Compound attack steers RAG via injection and poisoning
Agents
Retrieval-Augmented Generation (RAG) was meant to tame Large Language Models (LLMs) by bolting on fresher facts. A new paper argues that same bolt-on opens the door to a more practical subversion: a compound attack that does not need to know the user’s question to steer the answer.
How the attack works
The authors’ PIDP-Attack has two moves. First, insert a limited number of poisoned passages into the retrieval store. These look relevant but carry adversarial content or instructions. Second, at inference time, quietly append malicious characters to the user’s query. That small injection biases the LLM to heed the poisoned content or follow attacker directions, even when the original query is unknown.
In tests on Natural Questions, HotpotQA and MS-MARCO, and across eight different LLMs, PIDP-Attack beats the PoisonedRAG baseline. Attack success rises by 4% to 16% while retrieval precision stays high. In other words, the system still fetches passages that appear on-topic, so the outputs look legitimate even as they are being steered.
Why it matters
If an attacker can touch both the query path and the retrieval index, they can manipulate a wide range of answers without tailoring payloads to each question. That is a higher bar than a single vulnerability, but not an absurd one in environments with shared middleware or loosely governed content feeds. The payoff is broader control with minimal per-query effort.
This also undercuts a comfortable metric. High retrieval precision does not mean safe outcomes if the index itself is booby-trapped with relevant-looking poison. Dashboards can stay green while the model drifts into attacker-defined behaviour.

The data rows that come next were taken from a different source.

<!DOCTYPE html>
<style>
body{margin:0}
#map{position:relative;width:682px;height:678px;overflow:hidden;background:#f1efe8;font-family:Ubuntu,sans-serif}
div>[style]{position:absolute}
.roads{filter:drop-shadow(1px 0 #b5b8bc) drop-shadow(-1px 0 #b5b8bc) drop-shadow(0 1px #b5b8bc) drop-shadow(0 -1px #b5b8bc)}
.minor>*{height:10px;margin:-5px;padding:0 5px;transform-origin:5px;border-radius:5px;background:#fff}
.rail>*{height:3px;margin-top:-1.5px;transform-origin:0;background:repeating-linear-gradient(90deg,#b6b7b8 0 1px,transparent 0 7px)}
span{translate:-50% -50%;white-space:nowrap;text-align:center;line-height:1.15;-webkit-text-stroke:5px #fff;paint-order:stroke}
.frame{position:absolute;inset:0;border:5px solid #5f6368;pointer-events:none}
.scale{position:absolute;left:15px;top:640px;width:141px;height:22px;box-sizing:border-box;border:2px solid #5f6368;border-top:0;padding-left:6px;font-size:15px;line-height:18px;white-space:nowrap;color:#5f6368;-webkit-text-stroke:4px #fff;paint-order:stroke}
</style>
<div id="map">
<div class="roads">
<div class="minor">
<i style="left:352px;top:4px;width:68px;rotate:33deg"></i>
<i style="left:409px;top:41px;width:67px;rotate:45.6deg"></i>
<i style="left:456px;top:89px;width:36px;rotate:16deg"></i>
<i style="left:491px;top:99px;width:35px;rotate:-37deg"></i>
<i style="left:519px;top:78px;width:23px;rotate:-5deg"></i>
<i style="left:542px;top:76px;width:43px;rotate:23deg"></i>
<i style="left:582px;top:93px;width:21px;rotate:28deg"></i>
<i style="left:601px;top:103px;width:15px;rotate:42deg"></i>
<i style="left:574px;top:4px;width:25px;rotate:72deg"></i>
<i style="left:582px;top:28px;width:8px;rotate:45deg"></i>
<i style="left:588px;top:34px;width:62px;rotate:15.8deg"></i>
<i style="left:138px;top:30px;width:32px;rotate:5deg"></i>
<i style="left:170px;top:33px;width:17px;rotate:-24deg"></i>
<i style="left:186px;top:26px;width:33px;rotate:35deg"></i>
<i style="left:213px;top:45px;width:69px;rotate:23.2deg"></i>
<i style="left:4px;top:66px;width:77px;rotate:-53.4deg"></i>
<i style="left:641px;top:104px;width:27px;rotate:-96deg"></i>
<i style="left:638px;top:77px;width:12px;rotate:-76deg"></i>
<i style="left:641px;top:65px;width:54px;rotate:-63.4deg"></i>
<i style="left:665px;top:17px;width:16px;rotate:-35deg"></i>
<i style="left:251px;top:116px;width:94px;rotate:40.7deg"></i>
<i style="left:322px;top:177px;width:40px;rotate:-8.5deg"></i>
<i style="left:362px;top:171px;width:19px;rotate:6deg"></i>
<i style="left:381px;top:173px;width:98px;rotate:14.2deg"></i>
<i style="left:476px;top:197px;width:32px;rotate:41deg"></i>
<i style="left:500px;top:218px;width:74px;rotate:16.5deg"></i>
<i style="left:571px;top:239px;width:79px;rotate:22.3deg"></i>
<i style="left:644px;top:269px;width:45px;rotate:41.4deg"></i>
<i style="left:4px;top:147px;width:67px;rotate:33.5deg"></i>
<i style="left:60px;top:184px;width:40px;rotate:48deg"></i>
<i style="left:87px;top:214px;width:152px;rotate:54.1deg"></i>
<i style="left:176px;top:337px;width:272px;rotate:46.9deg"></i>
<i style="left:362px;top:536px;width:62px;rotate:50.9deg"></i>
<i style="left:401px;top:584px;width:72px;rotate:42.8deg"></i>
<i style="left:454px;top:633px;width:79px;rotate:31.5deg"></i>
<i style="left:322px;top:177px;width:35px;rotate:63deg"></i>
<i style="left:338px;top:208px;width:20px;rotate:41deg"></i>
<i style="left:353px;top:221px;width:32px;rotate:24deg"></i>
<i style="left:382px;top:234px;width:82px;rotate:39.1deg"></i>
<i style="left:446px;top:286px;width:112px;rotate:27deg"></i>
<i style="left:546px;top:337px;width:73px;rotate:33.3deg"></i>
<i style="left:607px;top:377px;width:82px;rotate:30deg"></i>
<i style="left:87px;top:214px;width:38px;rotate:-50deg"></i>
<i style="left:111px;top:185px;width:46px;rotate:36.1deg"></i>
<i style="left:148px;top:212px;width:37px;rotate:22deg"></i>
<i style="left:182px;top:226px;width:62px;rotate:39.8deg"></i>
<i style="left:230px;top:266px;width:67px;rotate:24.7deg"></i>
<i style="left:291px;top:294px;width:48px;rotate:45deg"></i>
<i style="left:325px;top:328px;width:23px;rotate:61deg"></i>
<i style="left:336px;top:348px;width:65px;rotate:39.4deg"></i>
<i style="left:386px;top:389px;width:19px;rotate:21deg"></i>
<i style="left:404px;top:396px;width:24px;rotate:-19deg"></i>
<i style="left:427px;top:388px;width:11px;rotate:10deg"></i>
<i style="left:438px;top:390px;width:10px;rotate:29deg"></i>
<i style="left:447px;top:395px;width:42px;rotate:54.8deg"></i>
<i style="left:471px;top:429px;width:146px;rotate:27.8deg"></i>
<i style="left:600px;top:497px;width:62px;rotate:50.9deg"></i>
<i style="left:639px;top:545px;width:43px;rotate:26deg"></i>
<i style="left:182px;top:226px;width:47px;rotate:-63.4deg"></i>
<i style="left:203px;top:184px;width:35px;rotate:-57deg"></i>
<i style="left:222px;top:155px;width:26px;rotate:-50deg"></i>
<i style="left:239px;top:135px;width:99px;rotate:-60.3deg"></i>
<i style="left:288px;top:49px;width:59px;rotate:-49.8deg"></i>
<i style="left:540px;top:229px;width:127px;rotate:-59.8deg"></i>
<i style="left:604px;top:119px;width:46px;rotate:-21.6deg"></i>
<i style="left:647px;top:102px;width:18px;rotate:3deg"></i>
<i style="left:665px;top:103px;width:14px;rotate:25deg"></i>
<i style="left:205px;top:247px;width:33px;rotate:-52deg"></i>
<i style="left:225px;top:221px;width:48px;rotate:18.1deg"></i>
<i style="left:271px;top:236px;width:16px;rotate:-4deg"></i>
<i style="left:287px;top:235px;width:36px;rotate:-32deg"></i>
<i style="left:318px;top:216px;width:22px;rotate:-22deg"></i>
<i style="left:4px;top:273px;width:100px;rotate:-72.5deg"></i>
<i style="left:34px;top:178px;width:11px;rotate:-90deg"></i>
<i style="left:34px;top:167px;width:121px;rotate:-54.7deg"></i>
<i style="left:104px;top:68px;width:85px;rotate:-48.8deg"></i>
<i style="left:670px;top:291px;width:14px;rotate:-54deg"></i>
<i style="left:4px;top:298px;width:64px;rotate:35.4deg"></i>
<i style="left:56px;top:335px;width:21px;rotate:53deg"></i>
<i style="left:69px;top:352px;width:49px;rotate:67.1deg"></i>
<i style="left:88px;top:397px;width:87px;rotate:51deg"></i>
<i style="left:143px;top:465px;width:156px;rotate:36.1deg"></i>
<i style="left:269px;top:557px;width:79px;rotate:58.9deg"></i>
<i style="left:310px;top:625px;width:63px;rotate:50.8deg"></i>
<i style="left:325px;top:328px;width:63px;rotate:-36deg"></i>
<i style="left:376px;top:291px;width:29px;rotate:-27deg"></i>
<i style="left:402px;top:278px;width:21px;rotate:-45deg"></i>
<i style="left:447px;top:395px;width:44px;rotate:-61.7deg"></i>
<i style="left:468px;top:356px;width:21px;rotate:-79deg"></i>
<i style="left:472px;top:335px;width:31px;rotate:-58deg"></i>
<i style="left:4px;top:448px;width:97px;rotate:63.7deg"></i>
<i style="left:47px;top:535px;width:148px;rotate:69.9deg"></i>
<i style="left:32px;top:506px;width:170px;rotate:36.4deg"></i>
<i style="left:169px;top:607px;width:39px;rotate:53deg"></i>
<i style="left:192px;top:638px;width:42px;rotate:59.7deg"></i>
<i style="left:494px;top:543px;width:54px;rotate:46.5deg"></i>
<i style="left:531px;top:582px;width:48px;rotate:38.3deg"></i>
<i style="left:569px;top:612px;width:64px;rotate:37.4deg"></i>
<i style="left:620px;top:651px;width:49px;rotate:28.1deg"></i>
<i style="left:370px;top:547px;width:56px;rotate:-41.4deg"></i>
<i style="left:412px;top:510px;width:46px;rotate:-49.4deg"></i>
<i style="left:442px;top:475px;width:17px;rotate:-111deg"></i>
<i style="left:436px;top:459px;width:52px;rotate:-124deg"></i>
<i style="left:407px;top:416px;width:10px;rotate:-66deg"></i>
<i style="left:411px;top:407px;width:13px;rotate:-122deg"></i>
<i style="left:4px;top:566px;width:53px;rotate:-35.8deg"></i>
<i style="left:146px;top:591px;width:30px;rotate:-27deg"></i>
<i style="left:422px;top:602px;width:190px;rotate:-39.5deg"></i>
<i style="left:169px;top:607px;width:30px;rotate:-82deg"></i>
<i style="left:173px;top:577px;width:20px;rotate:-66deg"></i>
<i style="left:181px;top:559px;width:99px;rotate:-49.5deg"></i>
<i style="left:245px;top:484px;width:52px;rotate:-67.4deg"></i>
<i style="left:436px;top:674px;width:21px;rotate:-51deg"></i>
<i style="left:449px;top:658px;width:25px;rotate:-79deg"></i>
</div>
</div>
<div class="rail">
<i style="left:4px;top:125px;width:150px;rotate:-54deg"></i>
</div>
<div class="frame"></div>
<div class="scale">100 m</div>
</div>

There are limits. The results are from three QA benchmarks and eight models under lab conditions. The threat model assumes the attacker can both append to queries at inference and write to the retrieval store. Feasible in some setups, harder in tightly locked ones. The paper does not cover production cloud deployments.

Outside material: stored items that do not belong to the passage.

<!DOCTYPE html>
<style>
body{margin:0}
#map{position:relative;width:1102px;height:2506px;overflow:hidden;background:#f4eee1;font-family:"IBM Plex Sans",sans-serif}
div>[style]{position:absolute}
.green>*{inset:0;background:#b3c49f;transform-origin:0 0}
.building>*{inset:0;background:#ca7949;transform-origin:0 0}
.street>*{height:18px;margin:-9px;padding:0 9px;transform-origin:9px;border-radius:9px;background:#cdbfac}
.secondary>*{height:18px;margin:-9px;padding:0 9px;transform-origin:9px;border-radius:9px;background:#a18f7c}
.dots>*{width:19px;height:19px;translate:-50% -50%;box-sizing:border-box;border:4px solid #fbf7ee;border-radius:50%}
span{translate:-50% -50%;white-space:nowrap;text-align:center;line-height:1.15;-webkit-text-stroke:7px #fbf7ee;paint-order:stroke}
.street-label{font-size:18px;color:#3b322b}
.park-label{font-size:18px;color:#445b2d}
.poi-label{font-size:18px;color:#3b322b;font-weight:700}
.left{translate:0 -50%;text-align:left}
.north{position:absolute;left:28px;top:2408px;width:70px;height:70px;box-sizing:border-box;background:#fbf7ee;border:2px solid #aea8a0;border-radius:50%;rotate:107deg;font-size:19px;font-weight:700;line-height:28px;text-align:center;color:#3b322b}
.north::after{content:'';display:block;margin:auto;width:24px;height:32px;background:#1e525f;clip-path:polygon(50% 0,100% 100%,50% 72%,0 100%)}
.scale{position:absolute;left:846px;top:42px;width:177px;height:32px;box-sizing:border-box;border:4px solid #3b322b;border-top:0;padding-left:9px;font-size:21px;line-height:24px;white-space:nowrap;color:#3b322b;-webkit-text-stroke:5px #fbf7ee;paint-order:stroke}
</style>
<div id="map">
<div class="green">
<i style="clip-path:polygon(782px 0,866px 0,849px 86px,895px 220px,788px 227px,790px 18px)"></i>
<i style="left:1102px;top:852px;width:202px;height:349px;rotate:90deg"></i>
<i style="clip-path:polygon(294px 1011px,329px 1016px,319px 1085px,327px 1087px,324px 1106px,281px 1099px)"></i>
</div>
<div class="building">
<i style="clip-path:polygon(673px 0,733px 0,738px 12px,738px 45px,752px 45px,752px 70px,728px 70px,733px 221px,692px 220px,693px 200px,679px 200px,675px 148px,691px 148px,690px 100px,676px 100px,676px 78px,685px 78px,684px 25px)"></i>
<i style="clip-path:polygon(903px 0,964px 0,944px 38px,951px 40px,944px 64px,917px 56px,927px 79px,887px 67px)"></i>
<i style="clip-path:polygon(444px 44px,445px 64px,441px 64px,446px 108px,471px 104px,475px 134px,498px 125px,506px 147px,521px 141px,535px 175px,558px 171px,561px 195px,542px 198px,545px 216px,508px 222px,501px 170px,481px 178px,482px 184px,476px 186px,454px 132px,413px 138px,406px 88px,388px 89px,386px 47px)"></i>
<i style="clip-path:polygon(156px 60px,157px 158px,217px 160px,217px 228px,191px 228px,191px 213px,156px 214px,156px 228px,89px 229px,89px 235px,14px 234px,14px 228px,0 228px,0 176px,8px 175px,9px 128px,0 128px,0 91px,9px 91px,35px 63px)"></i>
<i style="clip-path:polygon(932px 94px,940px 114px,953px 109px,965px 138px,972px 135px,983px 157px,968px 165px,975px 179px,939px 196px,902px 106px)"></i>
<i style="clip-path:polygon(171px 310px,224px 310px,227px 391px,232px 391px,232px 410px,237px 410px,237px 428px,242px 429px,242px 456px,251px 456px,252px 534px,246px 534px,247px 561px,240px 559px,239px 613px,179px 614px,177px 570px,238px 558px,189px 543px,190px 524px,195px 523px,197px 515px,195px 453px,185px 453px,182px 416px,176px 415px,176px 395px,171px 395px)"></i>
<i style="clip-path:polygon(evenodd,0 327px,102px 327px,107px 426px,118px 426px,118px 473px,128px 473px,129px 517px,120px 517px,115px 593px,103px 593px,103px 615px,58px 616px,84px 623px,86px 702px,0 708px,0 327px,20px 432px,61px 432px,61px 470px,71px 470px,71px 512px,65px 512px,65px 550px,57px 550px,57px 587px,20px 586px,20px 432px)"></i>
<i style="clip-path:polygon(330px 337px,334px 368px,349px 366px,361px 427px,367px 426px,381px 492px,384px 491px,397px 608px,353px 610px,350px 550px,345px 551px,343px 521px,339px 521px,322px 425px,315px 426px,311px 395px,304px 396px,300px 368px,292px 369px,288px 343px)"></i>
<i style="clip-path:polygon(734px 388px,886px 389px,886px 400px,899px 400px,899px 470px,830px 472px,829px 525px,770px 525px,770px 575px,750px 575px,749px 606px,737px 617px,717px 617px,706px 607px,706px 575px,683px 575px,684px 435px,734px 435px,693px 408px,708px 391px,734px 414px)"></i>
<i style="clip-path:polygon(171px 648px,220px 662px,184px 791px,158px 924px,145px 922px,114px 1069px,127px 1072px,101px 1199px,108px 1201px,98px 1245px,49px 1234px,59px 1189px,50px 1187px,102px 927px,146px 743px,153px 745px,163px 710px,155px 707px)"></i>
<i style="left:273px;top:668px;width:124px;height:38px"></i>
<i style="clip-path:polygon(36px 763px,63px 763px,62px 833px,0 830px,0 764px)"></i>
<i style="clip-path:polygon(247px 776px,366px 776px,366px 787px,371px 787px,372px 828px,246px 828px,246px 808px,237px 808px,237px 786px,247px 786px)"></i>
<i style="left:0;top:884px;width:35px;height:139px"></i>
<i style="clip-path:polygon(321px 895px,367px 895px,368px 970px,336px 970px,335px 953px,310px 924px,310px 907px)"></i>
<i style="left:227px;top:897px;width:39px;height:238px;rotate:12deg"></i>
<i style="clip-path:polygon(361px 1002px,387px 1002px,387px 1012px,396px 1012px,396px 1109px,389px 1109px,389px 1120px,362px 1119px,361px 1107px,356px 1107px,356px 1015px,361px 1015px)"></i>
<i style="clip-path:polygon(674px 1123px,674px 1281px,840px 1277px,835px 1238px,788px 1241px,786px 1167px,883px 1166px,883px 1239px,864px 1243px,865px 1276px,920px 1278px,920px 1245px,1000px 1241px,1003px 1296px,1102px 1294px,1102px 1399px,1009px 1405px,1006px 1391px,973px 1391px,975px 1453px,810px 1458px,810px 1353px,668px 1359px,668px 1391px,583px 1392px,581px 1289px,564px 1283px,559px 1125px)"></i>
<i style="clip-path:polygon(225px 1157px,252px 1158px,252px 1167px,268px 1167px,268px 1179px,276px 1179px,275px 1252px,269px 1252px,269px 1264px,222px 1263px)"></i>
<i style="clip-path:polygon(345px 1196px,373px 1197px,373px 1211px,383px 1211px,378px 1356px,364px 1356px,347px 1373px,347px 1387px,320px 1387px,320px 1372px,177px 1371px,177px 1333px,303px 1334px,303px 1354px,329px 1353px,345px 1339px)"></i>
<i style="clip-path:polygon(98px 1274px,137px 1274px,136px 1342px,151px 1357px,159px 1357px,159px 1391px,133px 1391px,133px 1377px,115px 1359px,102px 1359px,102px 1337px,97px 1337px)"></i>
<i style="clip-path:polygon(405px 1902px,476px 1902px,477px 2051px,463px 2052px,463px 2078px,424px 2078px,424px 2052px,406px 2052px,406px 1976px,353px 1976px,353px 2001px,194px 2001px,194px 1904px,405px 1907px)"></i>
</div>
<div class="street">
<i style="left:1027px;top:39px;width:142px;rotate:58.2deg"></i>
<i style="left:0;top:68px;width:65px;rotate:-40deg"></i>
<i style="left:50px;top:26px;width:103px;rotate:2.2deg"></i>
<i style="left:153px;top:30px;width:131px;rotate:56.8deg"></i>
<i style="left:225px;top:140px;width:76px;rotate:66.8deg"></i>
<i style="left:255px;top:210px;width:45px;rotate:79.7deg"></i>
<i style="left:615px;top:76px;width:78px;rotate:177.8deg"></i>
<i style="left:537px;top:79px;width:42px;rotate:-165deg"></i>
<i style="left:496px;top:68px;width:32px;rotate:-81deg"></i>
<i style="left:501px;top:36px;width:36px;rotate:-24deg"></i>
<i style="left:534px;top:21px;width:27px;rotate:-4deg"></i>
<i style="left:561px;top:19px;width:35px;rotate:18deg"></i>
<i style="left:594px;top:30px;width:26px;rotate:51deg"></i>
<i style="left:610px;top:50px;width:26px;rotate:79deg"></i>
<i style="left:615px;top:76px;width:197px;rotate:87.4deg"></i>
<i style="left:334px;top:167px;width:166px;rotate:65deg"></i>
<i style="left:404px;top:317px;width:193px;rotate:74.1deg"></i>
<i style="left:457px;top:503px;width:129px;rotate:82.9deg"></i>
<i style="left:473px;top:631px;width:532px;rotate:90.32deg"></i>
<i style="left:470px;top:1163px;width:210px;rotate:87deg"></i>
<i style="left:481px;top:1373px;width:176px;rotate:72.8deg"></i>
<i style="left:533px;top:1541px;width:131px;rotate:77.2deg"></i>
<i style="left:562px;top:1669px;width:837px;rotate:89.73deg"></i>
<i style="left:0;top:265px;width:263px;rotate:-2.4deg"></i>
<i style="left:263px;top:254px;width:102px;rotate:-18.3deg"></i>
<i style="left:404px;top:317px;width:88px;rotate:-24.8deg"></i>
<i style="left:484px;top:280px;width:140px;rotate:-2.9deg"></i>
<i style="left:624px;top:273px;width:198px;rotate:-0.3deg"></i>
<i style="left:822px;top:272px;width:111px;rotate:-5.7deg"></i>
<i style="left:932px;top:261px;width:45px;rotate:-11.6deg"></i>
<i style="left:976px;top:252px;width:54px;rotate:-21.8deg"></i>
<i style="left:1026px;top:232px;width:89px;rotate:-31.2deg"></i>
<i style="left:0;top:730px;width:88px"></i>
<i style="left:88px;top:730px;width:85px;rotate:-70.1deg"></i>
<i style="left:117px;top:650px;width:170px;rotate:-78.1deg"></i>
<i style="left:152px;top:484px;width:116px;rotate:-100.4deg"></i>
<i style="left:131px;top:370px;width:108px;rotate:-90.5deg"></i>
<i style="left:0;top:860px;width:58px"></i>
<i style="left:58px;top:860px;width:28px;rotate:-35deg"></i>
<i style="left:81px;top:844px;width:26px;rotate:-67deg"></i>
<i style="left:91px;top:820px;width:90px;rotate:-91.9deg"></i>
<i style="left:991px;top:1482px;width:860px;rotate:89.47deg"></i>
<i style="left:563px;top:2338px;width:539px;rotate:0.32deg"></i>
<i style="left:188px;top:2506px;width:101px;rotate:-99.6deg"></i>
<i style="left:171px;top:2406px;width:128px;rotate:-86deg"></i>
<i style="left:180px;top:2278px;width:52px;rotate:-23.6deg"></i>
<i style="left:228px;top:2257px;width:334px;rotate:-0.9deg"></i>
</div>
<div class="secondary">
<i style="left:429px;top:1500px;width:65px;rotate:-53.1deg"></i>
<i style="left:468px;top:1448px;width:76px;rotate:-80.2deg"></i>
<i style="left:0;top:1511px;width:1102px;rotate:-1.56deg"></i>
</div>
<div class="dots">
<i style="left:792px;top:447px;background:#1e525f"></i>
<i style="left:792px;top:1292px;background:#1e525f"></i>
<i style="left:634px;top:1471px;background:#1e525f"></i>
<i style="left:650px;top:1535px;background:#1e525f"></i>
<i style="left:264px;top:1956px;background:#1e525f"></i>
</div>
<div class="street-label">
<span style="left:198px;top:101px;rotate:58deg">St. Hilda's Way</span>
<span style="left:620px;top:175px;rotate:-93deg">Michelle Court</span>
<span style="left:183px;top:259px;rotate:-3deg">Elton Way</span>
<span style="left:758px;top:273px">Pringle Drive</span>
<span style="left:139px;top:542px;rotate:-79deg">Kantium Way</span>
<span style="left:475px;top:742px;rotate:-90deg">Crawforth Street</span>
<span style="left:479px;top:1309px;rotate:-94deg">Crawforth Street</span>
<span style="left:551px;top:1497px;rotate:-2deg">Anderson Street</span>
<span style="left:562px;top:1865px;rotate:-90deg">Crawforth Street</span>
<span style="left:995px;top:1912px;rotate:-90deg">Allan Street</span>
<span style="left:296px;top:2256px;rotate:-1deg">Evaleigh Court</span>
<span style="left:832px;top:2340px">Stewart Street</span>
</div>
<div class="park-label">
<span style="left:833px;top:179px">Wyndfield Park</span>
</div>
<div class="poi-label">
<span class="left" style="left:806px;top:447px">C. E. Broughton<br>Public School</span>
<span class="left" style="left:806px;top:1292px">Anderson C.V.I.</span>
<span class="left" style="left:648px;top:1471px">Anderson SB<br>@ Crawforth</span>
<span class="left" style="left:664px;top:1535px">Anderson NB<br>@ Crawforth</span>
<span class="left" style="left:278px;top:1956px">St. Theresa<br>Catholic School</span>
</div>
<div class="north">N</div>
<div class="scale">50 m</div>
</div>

The commercial read is plain. If you ship RAG-enabled features, your risk hinges on how easy it is to tamper with queries and to seed your index. If either path is open, you have a credible manipulation route that evades simple filters. If both are shut, the finding is mostly academic for now. Open questions: how small a poison set suffices at scale, how robust the trick is under aggressive sanitisation, and whether source provenance can close the gap without wrecking recall. Watch this space.